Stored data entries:
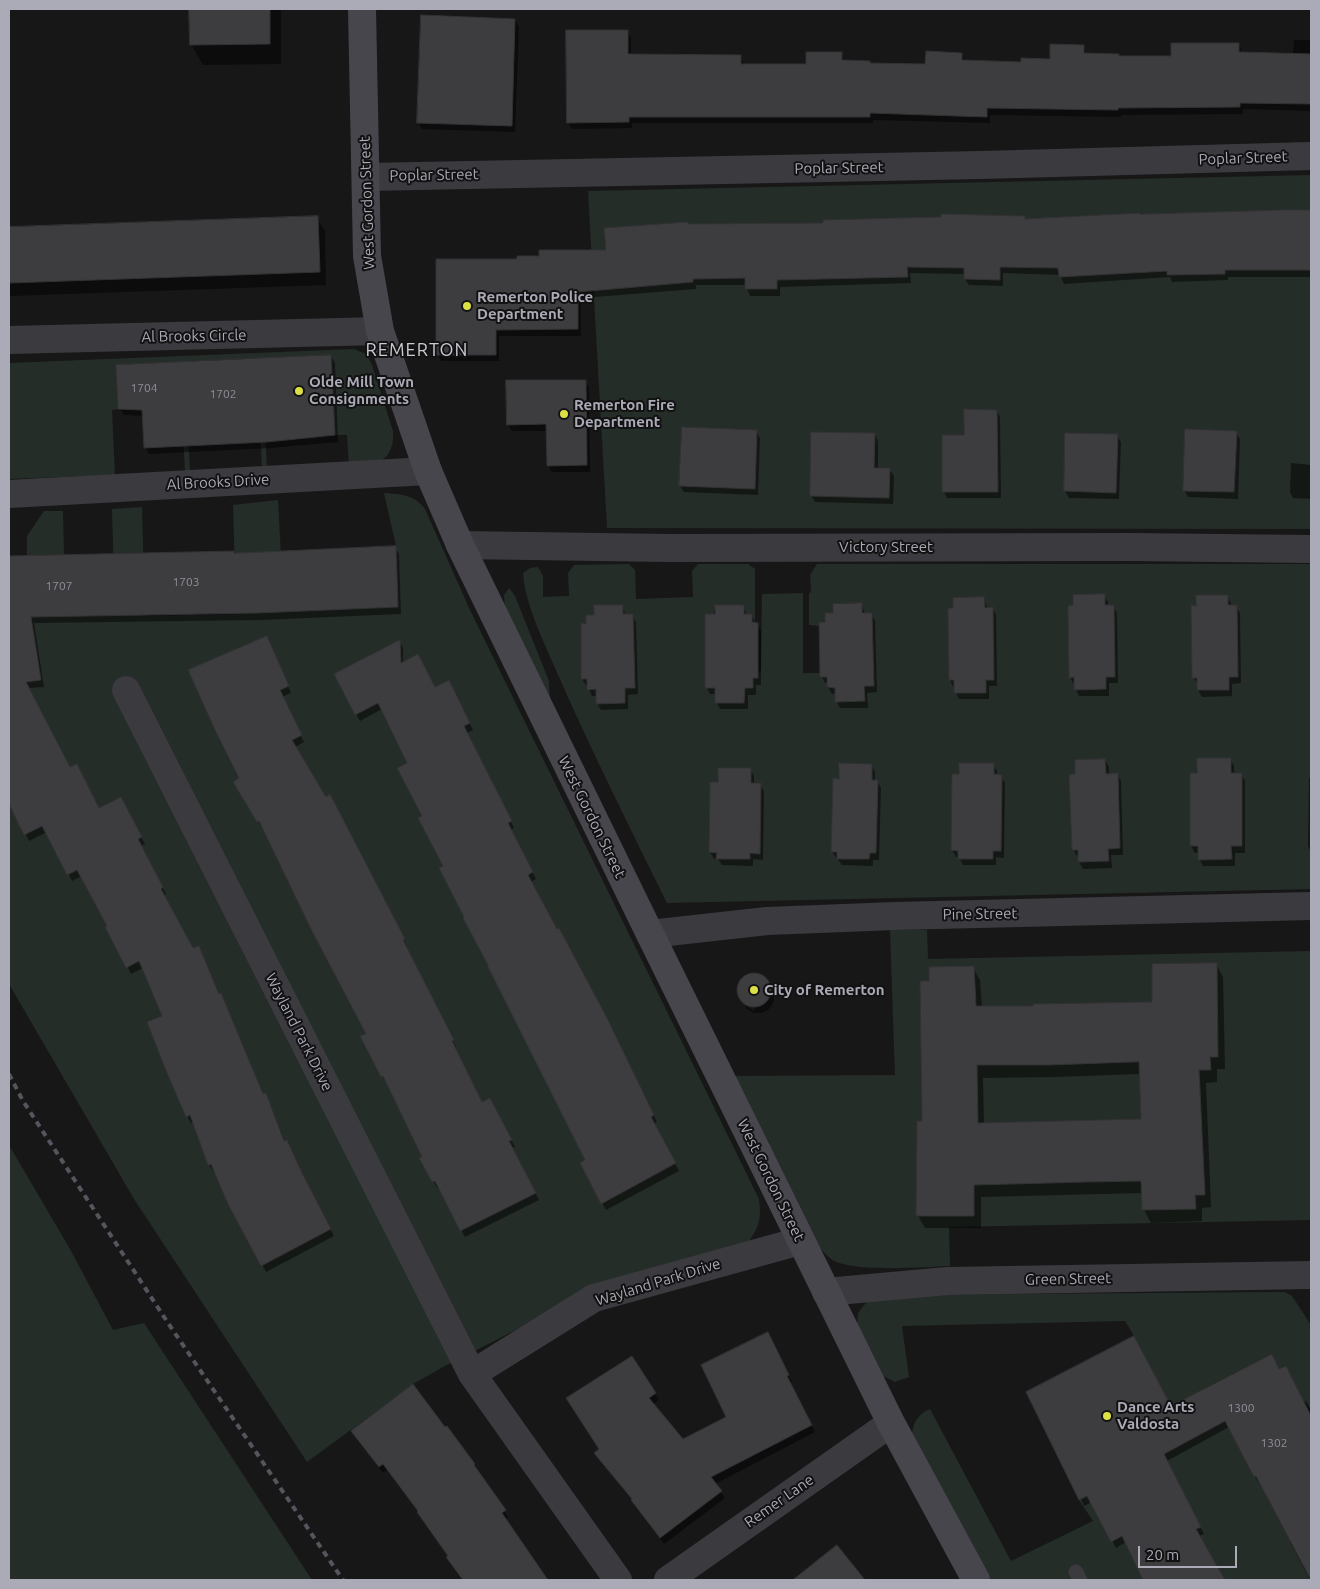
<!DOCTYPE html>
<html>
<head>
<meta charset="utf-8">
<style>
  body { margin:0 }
  #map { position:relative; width:1320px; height:1589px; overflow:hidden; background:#171718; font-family:Ubuntu,sans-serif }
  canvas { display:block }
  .frame { position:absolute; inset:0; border:10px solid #abaab7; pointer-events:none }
  .scale { position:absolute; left:1138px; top:1546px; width:99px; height:22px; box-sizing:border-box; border:2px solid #abaab7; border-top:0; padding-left:6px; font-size:15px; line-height:18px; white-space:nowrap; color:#abaab7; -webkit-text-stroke:4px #121213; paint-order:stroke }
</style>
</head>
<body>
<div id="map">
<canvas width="1320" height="1589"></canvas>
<div class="frame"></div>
<div class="scale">20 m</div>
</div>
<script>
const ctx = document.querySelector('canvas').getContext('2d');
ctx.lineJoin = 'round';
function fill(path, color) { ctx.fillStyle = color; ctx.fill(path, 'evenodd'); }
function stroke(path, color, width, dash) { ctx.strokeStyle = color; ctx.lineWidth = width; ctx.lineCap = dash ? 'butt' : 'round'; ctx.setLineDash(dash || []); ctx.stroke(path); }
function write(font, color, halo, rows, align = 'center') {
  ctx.font = font + ' Ubuntu,sans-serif'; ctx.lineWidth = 4; ctx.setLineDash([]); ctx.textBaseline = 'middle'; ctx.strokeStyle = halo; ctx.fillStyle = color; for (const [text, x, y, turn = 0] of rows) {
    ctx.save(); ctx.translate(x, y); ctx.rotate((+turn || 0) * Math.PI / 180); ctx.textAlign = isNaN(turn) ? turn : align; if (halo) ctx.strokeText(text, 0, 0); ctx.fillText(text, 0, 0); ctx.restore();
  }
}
fill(new Path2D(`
  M1311,175v354l-704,-1 -19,-337z
  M354,349l12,5 6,11 21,66c2,32 -19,34 -44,36l-2,-32h-12l-4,-80 -63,3 -4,46 3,66h-5l-5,-112 -65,3 -5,46 3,66h-5l-5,-110 -63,2 1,44 -6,1 3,65 -106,4v-116z
  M384,493c17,1 31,2 41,16l45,101 289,589c3,23 -1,30 -14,48l-192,64 -110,56 -30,17 -106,78 -173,-263 -125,-215v-367l106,-2 -3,-106 30,-2 3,109 91,-2 -3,-109 45,-5 6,112 114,-5 -2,-61z
  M44,511h19l1,44 -37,1v-20z
  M629,564l6,6 1,29 57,-2 -1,-26 6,-7h50l7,5v53l-3,1v-9h-8v-9h-29l-10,83h10l1,15h28l1,-15h7l1,-10h5l1,-7h2l1,-77 41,-1v80h23l1,14 8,1 1,14 28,-1v-15h10l-2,-73h-10v-10l-29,1v9l-8,1v7l-5,1v4l-11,-1v-32l2,-1 -1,-17 7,-11h494v325l-644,14c-37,-75 -74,-149 -108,-226 -13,-31 -34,-71 -36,-104l7,-5 8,-1 5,9v21l23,-1h3l-1,-23 6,-8z
  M509,588l6,8 34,85 1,23 -45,-95 -1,-14z
  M890,930h37l1,29 383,-8v269l-362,7 1,39c-25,1 -100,7 -119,-7 -4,-3 -7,-7 -11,-11l-88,-172 163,-1z
  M9,1145l61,104 43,81 31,-7 168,257h-303z
  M1285,1292l7,4 19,29v85l-5,-9 -72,36 20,40 57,-27v22l-45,23 20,38 25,-13v11l-21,11 20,38h-323l-75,-147c2,-12 6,-19 18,-24l81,152 82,-40 -14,-21 109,-60 -54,-104 -9,-15 -223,5 7,51 -14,5 -12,-6 -26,-51 1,-12 11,-14 17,-4zM1272,1354l7,15 7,-3 12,24 -71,36 -20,-39z`), '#252d29');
fill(new Path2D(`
  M191,9h90v55l-78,1 -12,-21z
  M515,20l4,7 -4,105 -93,-3 -4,-6z
  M627,31l4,7v17l110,1 3,10 63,-1 34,-12 4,9 25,2 56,1 35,-11 5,7 56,2 29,-3 32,-14 4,9 33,2h53l66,-13 3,9 51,1 1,-14h17v71l-68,-2v5l-122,1v2l-131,-2v8l-117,-3v3h-241v5l-60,1 -4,-6z
  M1282,211h29v66h-83v3l-56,2 -2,-5 -106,7 -4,-9 -57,-2v13l-34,-1 -4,-6v-5l-55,-1 1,10 -131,4v9h-30l-3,-7 -1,-4h-50v4l-115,9v38h-82v25h-58l-3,-7 80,-94 90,-9 80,-26 136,-1 200,-7 2,3z
  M317,218l8,13 1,54 -317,11v-69z
  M331,356l4,7 3,79 -67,6 -122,6 -4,-7 -1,-31 -20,-1 -4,-6z
  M585,381l4,6 1,85h-38l-4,-6v-35h-36l-4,-6z
  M997,411l3,6 1,81h-54l-3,-6 22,-56z
  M756,431l4,7 -2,57 -74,-3 -4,-6z
  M1236,433l4,6 -2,60 -50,-2 -4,-7z
  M875,435l3,6v28l12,1 4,6 -1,28 -78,-2 -4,-7z
  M1117,435l4,7 -2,57 -50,-1 -4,-7z
  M1291,463l20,2v34l-18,-1 -3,-6z
  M395,547l4,7 2,60 -140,6 -227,3 10,64 -15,1 41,81 28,40 26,-4 21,39 -4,2 25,48 -2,2 28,54 10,4 18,41 4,6 39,94 2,-1 4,7 16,41 2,-1 4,7 14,33 29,55 -68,36 -51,-102 -2,1 -4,-7 -15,-42 -3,1 -4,-7 -19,-43 -5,-56 -20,-49 -12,6 -49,-98 -10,5 -25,-49 -18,9 -20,-40v-244l225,-5 1,2z
  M1104,596l4,6v4h5l4,7 1,70h-9v13h-30l-9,-19 4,-71z
  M1227,596l4,7v3l5,1 4,6 1,70 -9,1v12l-30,1 -4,-7v-6l-5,-7 4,-70z
  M984,599l4,10h5l3,6 1,71h-8v13h-30l-9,-19 -1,-71 5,1z
  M861,604l4,10h6l4,7 2,71 -10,1 1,15h-28l-3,-6 -1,-8h-4l-4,-7v-4h-3l-3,-6 5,-54 8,-9z
  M622,606l4,10h6l4,6 2,72 -10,1v14l-27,1 -4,-7v-7h-5l-3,-7v-4h-3l-4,-6 5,-54 8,-9z
  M743,606l4,9h4l10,16v54h-5v10h-8v14h-28l-3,-6v-9h-7l-3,-6 9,-72z
  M399,642l4,6v15l31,25h18l21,42 -6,3 47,95 -3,2 25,49 -5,3 79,144 47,96 -3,2 25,47 -73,39 -25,-46 6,-3 -121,-243 -42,-101 -15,-53 -27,-55 -22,12 -4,-7z
  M270,645l21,48 -9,4 22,45 -9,5 30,51 9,5 73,143 -1,1 50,100 -1,1 27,56 12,2 21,41 -3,1 27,52 -74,37 -26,-50 -2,1 -16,-29 2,-1 -36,-75 -5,-7 -20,-39 5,-3 -103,-207 -2,1 -27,-46 6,-3z
  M1230,759l4,7v8h7l4,7v72h-10v13h-32l-4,-7v-6h-4l-4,-7v-71l8,-1z
  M1105,760l4,7v8l8,-1 4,7 2,74h-12l1,13 -29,1 -4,-7v-6h-2l-4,-7 4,-74z
  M871,765l4,7v9h2l4,7 -2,72h-6v6l-31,-1 -10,-13z
  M993,765l4,6v5h4l4,7 -1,75 -8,-1v8h-33l-4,-8h-3l-4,-7 9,-75z
  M750,769l4,7v8h6l4,7 -1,69 -10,-1v7l-31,-1 -4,-6h-4l-4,-7z
  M1309,778h2v74l-3,-6z
  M1216,964l7,13 2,92h-8v13l-11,1 5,124 -9,1v13l-51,2 -7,-13 -1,-17 -162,4v31h-56l-7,-12 13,-234 42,-14 7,12 2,27 171,-4zM1140,1074l2,46 -158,4 -1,-46 72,-1z
  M750,975h8l7,4 9,15v8l-5,7 -7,4h-8l-7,-4 -2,-4 9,6 1,-3 -13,-7 -3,-7v-8l4,-8z
  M771,1341l21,41 -3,1 26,49 -100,52 10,14 -61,46 -28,-37 -3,-7 -38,-47 5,-4 32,-92 27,43 -6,4 30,37 45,-24z
  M1279,1370l25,34 2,-1 5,9v168l-50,-98 -2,1 -4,-6 -26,-50 -62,34 37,73 -5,2 23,44h-77l-19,-38 -10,6 -24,-46 -8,4 -3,-7 89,-92z
  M353,1432l151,79 4,7 -3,2 41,60h-82l-45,-68 -31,-43 -5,4z
  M837,1547l26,33h-68z`), '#0007');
const building = new Path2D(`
  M189,9h81v35l-80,1z
  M421,15l94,4 -3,107 -95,-3z
  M566,30h62v24l113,1v9h65v-12h36v8l28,1v2l55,1 1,-13 36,2v7l59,2v-4l29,1v-15l34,1v8l35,1v2h52v-13h68v9l72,2v50l-71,-1v4l-122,1v2l-131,-2v9l-117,-4v4h-241v5l-62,1z
  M1282,210h29v60h-86v4l-58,1v-4l-108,6 -1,-9 -58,-1v13l-36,-1v-11l-57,-1 1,10 -131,3v9h-32v-11l-52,1v3l-115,10v37l-82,1v25h-60v-96h81v-3h22v-6h67l-2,-22 84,-6v2l135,-1v-3l118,-3v-3l84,2v3l115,-6v1z
  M318,216l2,56 -311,11v-56z
  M331,355l4,80 -68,7 -123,6 -2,-38 -24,-1 -2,-44z
  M506,380h80l1,85 -40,1 -1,-42 -39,1z
  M964,409l33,1 1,82h-56v-57h22z
  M682,427l75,3 -2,59 -76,-3z
  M1185,429l52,2 -3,61 -51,-1z
  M811,432l64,1 -1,35h16l-1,30 -79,-2z
  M1065,433l53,1 -2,59 -52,-2z
  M396,546l2,61 -141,6 -226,4 10,63 -15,2 44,85 7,-3 22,44 22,-11 21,40 -4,2 25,48 -2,2 32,59 6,-2 20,48 2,-1 42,101 3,-1 18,48 3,-1 15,33 29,56 -70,37 -33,-62 -17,-40 -3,1 -18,-50 -4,2 -19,-44 -20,-51 15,-6 -23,-55 -13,7 -21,-41 2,-1 -30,-56 -10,5 -25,-49 -18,9 -15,-31v-248l225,-5v2z
  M1105,594v11h9l1,72h-9v12l-32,1v-13l-5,1 -1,-72 5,-1v-10z
  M1196,595h32v10h9l1,72h-9v13h-32v-12h-5l-1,-73 5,1z
  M984,597l1,11 8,-1 1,73h-8v13h-32v-13h-5l-1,-72h5v-10z
  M862,603v10h10l2,73h-10l1,15 -30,1v-14l-8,-1v-10h-7l-1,-55h6v-9h8v-9z
  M594,605h29v9h10l2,74h-10v15l-29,1v-15l-9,1v-11h-6v-56l5,1v-9h8z
  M715,605h29v9h8v8l6,1v55h-5v10h-8l-1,15h-29v-15h-10v-74h10z
  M267,636l22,50 -9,4 22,45 -10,5 34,57 4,-3 75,145 -2,1 51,100 -2,1 30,61 8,-4 22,42 -3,1 27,52 -76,38 -25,-50 -3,1 -13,-24 3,-1 -39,-81 -2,1 -21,-41 6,-2 -54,-103 -53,-110 -2,1 -24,-40 6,-4 -23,-46 -28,-62z
  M400,640l1,23 17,-9 17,33 14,-7 21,43 -6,3 48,95 -4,2 25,49 -5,3 29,54 2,-1 48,90 47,97 -3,2 25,46 -75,41 -21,-41 5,-3 -98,-195h1l-25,-47 1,-1 -25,-49 4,-2 -25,-48 4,-2 -25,-48 10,-5 -29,-60 -23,12 -21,-41z
  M1197,758h34v15h11v73h-11l1,13 -34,1v-14h-8v-73h7z
  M1105,759l1,15 12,-1 2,75 -12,1 1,12 -31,1v-12h-6l-3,-75 6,-1v-14z
  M839,763l33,1v16h6l-2,73h-6l-1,6h-32v-7h-6l2,-74 6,1z
  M959,763h35v11l8,1 -1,76h-8v8h-35v-8l-7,-1 1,-76h7z
  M718,768h33v15h10l-1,71 -10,-1v6h-34l1,-6 -8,-1 1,-70h8z
  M1217,963l1,94h-8l1,13h-12l6,125h-10l1,14 -54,1 -1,-29 -56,1 -111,3v31h-58l1,-95h5l-2,-140h9v-14l45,-1 2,40h57v-2l119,-2v-38zM1139,1062l2,57 -163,4 -1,-58h71z
  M737 990a17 17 0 1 1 34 0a17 17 0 1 1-34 0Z
  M768,1332l21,43 -2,1 25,49 -101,52 11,14 -62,47 -29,-38 1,-1 -38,-46 5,-4 -33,-51 66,-42 24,37 -7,5 34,41 43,-22 -25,-52z
  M1134,1336l37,70 101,-52 7,15 7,-3 25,50v164l-55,-104 -2,1 -29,-56 -61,33 37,73 -5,2 29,51h-82l-21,-44 -11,6 -24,-46 -8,4 -53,-108z
  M413,1384l32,43 2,-1 28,38 -1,1 32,45 -4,3 46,67h-85l-17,-23 2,-1 -31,-44 1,-1 -35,-47 -4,3 -28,-36z
  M837,1545l28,35h-72z`);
fill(building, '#3d3c3f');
stroke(building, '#323134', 1);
stroke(new Path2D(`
  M1076,1572l4,8`), '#3b3a3f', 15);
stroke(new Path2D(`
  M366,177l615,-12 330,-9
  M9,340l371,-9
  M9,494l419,-23
  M460,545l209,3 461,-1 181,2
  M126,690l346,684 146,206
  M650,934l117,-13 128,-5 416,-10
  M826,1292l121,-11 364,-6
  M472,1374l122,-76 206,-57
  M668,1580l223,-157`), '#3b3a3f', 28);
stroke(new Path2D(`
  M362,9l5,247 13,75 48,140 32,74 190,389 241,489 85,157`), '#47464d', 28);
stroke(new Path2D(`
  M9,1074l14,27 145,222 175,257`), '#56545c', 4, [6, 5]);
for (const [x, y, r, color] of [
  [467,306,5,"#dce046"],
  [299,391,5,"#dce046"],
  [564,414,5,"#dce046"],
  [754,990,5,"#dce046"],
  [1107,1416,5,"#dce046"]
]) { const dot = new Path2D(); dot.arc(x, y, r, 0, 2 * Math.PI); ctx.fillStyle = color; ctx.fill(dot); stroke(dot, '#121213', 2); }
write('12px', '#908e99', null, [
  ["1704",144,388],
  ["1702",223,394],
  ["1703",186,582],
  ["1707",59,586],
  ["1300",1241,1408],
  ["1302",1274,1443]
]);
write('15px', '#abaab7', '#121213', [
  ["Poplar Street",1243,158,-2],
  ["Poplar Street",839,168,-1],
  ["Poplar Street",434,175,-1],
  ["West Gordon Street",367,203,-92],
  ["Al Brooks Circle",194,336,-1],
  ["Al Brooks Drive",218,482,-3],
  ["Victory Street",886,547],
  ["West Gordon Street",592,817,64],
  ["Pine Street",980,914,-1],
  ["Wayland Park Drive",299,1032,63],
  ["West Gordon Street",771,1180,64],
  ["Green Street",1068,1279,-1],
  ["Wayland Park Drive",658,1282,-17],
  ["Remer Lane",779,1501,-35]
]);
write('bold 15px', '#abaab7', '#121213', [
  ["Remerton Police",477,297],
  ["Department",477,314],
  ["Olde Mill Town",309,382],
  ["Consignments",309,399],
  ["Remerton Fire",574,405],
  ["Department",574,422],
  ["City of Remerton",764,990],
  ["Dance Arts",1117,1407],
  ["Valdosta",1117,1424]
], 'left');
ctx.letterSpacing = '1px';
write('18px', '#cbcad3', '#121213', [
  ["REMERTON",417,350]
]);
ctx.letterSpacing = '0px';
</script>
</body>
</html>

**Exercise goal:** Collect each line above holding the string "function".

**Answer section:**
function fill(path, color) { ctx.fillStyle = color; ctx.fill(path, 'evenodd'); }
function stroke(path, color, width, dash) { ctx.strokeStyle = color; ctx.lineWidth = width; ctx.lineCap = dash ? 'butt' : 'round'; ctx.setLineDash(dash || []); ctx.stroke(path); }
function write(font, color, halo, rows, align = 'center') {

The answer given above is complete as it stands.